■ Exercise requirements: From the entries below, count the lines holding the word "symbols" and give nothing but the number.

■ Records shown:
• • •

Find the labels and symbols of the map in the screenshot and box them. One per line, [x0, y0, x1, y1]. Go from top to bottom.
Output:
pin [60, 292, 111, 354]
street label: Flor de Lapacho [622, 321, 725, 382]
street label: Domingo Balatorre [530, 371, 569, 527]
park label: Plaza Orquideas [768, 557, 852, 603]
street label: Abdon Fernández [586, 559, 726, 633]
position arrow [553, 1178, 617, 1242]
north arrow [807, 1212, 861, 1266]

• • •

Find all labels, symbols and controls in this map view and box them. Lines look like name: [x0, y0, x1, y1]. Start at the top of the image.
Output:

• • •

■ Response to the exercise: 2